Le Midrach rabba berechit 84.19 fait remarquer que il n’y a dans toute la torah que 2 occurences de ces deux mots, ce qui ne peut que accréditer le lien entre ces 2 narrations. dans les 2 cas la demande est faite à un père ou un beau-père , dans les deux cas le vêtement est envoyé et non apporté, et dans les 2 cas il doit reconnu.
Tamar disposait donc de toutes les preuves, pour identifier le père de l’enfant. Elle aurait pu, se protéger et prouver que l’ homme dont elle était enceinte n’était autre que Yehouda, son beau père, le juge qui venait de la condamner à mort.Tamar qui risque sa vie, ne se défend pas, n’accuse personne, elle se tait elle aussi.
Le Midrash nous amène a comprendre que la relation entre Yehouda et Tamar est directement liée à la relation entre Yehouda et son père. En effet, Pour leurrer Juda, qui a trompé son père en envoyant la tunique de Joseph barbouillée du sang d’un bélier, Tamar demande à se faire envoyer un chevreau en salaire et lorsque Tamar dit les mots « reconnais s’il te plaît à qui appartiennent ce sceau, ce bâton et ce manteau », Yehouda – enfin – entend l’écho de ses propres paroles, bien des années auparavant, quand il a regardé son père et l’ a brisé en lui disant « Reconnais s’il te plaît, est-ce le manteau de ton fils? »La faute de Yehouda est ainsi réhabilitée par Tamar.
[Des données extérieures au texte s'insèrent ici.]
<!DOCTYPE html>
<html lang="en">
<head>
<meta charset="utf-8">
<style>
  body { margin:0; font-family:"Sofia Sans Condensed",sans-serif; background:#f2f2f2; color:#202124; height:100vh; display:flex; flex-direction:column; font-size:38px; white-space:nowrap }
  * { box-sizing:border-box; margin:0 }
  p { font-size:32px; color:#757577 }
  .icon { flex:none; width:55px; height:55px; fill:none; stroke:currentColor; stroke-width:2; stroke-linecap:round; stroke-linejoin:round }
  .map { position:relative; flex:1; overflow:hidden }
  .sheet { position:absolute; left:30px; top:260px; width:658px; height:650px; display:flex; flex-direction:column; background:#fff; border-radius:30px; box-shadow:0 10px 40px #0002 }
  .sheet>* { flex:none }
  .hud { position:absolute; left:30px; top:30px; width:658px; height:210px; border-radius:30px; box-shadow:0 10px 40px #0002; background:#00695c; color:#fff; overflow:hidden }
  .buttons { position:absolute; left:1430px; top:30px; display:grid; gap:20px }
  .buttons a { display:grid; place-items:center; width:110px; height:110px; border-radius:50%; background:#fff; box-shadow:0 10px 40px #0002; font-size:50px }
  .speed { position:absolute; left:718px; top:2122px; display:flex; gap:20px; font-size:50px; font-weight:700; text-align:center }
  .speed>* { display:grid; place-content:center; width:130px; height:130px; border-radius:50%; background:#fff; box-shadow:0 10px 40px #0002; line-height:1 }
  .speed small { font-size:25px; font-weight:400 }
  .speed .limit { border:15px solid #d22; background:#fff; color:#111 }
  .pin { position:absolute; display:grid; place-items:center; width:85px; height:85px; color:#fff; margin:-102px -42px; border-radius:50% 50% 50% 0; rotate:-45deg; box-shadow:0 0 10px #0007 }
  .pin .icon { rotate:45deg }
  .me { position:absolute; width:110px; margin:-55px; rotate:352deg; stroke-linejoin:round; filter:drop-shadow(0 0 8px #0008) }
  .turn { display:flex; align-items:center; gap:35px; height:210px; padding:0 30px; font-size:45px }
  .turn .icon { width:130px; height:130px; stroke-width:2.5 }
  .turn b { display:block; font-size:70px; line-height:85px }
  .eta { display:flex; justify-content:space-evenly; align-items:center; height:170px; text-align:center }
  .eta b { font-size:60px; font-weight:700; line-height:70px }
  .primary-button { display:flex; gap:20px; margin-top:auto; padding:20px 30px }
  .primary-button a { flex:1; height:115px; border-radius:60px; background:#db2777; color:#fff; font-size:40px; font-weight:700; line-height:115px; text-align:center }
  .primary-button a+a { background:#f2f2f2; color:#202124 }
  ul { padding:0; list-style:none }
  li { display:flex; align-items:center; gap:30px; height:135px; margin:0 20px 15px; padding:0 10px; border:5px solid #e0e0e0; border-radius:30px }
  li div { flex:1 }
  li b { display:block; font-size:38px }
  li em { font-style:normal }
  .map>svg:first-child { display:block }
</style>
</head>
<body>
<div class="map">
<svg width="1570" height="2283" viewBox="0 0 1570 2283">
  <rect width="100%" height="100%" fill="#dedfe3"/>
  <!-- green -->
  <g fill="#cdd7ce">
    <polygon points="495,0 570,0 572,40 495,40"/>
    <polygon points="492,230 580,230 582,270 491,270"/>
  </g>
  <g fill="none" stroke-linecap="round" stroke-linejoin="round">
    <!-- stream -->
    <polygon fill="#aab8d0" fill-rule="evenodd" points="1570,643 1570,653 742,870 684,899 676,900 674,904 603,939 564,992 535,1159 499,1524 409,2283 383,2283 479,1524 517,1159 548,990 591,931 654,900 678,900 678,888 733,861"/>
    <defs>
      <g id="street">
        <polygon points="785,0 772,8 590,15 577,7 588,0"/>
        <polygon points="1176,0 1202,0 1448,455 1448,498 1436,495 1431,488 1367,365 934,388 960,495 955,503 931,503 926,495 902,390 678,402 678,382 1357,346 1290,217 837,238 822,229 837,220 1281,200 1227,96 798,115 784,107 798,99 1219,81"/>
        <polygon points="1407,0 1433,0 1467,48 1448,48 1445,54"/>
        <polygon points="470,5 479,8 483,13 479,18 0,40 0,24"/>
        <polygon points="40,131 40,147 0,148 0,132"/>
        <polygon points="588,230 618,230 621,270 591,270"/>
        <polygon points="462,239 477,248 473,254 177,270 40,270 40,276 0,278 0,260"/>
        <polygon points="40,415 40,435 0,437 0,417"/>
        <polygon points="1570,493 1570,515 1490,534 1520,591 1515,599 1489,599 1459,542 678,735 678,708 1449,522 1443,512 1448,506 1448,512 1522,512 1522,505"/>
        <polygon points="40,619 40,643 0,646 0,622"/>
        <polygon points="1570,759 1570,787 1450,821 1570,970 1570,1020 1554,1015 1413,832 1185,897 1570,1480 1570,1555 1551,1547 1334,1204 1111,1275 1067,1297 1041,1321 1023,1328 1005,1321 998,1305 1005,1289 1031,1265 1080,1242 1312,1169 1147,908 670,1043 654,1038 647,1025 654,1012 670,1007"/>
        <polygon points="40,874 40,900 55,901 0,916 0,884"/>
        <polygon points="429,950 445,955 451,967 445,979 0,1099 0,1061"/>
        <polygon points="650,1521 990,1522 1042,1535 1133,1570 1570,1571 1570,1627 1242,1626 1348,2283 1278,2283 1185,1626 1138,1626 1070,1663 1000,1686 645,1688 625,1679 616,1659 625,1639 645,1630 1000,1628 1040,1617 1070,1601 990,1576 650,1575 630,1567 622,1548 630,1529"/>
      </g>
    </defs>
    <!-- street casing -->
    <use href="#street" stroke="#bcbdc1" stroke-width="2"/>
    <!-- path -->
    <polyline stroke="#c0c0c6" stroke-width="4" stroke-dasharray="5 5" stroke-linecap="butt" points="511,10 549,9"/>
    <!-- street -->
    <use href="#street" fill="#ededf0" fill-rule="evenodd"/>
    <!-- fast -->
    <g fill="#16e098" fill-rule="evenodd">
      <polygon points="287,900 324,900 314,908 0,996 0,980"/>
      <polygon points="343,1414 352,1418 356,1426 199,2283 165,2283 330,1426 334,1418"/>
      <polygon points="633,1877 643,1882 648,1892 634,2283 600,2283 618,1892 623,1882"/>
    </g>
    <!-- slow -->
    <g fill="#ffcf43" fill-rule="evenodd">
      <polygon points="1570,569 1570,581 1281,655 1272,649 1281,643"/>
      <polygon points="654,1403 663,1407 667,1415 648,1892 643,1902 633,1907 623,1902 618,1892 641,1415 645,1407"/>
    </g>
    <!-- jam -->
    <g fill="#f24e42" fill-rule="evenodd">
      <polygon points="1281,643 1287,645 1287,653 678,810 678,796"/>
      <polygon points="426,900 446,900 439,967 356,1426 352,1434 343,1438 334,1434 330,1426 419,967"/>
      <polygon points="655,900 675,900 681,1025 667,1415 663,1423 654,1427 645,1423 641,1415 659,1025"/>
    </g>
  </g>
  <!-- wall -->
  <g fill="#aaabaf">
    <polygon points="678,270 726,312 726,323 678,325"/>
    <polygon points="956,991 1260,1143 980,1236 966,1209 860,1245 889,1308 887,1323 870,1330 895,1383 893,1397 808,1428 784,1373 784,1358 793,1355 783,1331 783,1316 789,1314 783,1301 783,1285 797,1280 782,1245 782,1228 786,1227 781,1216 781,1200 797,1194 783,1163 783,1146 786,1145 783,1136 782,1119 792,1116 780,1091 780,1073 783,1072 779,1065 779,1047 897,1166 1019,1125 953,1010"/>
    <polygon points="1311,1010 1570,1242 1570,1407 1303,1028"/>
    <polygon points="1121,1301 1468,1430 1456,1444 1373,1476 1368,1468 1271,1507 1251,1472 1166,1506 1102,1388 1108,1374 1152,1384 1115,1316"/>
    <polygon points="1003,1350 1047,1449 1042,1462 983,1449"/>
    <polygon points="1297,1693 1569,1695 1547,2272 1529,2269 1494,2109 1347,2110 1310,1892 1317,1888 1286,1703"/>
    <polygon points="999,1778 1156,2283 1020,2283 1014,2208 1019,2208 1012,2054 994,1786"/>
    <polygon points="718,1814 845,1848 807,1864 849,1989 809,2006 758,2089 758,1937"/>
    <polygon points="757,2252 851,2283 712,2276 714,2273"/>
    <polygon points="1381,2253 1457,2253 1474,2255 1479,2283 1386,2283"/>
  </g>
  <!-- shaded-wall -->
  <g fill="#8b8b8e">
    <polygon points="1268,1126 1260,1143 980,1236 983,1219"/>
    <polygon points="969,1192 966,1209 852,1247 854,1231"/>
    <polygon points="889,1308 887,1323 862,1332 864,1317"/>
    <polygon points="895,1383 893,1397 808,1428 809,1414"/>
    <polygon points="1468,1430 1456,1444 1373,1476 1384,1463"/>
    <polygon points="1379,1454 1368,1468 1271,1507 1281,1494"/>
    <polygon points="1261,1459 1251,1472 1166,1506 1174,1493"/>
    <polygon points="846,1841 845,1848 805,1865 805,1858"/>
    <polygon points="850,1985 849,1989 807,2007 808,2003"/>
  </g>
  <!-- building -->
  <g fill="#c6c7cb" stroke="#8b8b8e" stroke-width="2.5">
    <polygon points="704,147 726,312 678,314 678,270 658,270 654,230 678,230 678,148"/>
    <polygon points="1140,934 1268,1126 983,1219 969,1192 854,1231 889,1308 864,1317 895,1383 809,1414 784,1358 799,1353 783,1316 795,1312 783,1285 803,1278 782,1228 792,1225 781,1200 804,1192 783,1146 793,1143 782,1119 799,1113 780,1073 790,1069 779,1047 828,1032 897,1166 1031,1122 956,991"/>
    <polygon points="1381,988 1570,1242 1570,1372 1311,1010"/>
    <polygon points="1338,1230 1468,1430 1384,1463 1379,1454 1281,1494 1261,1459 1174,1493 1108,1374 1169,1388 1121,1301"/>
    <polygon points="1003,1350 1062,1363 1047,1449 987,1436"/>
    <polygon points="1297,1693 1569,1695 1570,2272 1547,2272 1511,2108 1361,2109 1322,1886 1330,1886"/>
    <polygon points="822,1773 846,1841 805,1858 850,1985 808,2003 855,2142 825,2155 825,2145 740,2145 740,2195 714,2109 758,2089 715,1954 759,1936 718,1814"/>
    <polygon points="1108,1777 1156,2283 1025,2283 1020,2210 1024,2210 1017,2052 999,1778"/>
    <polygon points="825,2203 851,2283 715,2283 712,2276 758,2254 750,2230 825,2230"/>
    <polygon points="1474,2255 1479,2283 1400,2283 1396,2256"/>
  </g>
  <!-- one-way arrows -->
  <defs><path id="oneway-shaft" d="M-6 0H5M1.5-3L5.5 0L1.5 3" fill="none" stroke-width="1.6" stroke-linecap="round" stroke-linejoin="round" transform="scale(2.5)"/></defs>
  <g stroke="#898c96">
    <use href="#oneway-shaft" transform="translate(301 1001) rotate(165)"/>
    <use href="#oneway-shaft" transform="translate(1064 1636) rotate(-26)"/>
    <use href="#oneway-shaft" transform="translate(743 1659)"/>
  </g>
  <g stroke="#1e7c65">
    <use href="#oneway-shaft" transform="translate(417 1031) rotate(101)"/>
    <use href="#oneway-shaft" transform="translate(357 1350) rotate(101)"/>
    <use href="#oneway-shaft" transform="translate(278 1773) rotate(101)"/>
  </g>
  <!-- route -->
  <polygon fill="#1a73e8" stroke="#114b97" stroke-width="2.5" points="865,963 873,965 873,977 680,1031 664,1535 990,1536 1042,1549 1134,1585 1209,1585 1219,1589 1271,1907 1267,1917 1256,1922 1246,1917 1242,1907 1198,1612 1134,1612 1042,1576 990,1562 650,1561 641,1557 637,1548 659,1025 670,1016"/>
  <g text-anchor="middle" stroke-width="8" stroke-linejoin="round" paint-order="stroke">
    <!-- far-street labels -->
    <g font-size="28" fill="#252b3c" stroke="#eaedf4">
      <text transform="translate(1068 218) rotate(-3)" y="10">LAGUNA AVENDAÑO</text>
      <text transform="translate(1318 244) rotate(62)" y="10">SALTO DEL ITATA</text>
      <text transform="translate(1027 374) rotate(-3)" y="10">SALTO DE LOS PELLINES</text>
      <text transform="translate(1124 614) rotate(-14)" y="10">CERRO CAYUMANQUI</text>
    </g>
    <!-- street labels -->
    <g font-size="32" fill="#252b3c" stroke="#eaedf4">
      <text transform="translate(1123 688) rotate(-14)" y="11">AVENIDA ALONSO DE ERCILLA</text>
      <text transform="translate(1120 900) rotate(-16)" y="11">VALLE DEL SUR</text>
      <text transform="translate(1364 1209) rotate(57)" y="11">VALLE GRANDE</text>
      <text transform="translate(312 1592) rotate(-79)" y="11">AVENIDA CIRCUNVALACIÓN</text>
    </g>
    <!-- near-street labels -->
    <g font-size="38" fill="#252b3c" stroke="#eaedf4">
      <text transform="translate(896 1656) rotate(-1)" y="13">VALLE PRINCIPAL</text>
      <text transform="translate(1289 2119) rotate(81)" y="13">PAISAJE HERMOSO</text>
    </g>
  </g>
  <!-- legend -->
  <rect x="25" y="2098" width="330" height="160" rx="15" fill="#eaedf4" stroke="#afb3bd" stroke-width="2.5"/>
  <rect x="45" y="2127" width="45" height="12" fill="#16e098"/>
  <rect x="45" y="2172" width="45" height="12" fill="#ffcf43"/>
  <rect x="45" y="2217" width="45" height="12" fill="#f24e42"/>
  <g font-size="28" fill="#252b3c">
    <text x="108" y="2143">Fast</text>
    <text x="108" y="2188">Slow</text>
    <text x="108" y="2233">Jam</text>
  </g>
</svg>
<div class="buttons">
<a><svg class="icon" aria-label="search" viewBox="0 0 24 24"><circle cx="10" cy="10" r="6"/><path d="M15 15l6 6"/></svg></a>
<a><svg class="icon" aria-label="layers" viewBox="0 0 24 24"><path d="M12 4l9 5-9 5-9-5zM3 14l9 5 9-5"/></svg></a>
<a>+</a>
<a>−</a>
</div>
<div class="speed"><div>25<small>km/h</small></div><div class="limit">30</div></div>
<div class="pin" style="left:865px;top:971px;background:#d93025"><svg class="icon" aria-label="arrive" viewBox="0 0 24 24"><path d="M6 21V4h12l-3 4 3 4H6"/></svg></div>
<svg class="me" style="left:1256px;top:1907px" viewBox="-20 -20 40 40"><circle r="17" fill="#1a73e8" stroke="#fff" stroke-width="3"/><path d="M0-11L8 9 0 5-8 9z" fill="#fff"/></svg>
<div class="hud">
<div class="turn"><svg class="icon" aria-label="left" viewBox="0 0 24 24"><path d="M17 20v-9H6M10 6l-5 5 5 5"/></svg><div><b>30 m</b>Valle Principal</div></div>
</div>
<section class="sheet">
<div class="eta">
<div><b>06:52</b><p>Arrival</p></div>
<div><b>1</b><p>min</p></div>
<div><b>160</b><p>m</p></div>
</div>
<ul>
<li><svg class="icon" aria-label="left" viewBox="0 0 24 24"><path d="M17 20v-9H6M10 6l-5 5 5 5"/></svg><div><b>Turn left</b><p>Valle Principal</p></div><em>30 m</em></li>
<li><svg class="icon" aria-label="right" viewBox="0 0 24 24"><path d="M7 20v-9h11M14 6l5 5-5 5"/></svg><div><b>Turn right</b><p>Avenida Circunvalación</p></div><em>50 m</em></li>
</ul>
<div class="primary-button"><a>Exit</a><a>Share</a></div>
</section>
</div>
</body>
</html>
Tamar n’est pas sauvée pour autant, car rien n’empêche maintenant le Juge Yehouda, de faire disparaître ces preuves compromettantes. Il a même tout intérêt à les escamoter sans quoi c’est lui qui sera couvert de honte en plein tribunal. C’est lui ou elle. Yehouda, ne jouera pas à être un « cynique sans scrupules ». Il ne fera pas disparaître les objets qui servent à identifier le père. Bien au contraire, il aura l’immense courage de reconnaître publiquement : « C’est elle qui a raison et non pas moi »« Yehouda » c’est celui qui est « Modé », celui qui « reconnaît » ses torts.(Yehouda vient de la racine H-D-H : reconnaître, remercier) Ne se souciant ni du « qu’en dira t’on », ni du respect de la chose jugée, Yehouda reconnaît la vérité.
Tamar a certes piégé Yehouda mais c’est grâce à elle que s’interrompt la chaine de tromperie de génération en génération Juda ayant abusé son père qui avait lui-même abusé le sien21.
Par ailleurs, face à Joseph qui a reproduit les conditions de sa vente en faisant accuser Benjamin de vol et en donnant la possibilité à ses frères de s’en retourner en “vendant” leur frère, Juda qui a compris le lien entre ses fautes et la perte de ses fils et le message de Tamar sur l’importance des gages, se proposera comme garant de Benjamin. à son père
– Chapitre 39
Joseph abandonne son vêtement entre les mains de la femme de Potiphar, le vêtement n’est plus libérateur, mais objet d’accusation. Contrairement à l’ attitude de Tamar qui ne compromet que elle même, la femme de Potiphar nuit par ses agissements à Joseph , les preuves produites par Tamar rétablissent la vérité tandis celles de la femme de Potiphar accréditent ses mensonges et Joseph finit une nouvelle fois en prison
Ces quelques exemples nous permette d’affirmer que ce récit est non seulement à sa juste place, mais qu’il relie parfaitement l’histoire de Joseph à celle de Yehouda.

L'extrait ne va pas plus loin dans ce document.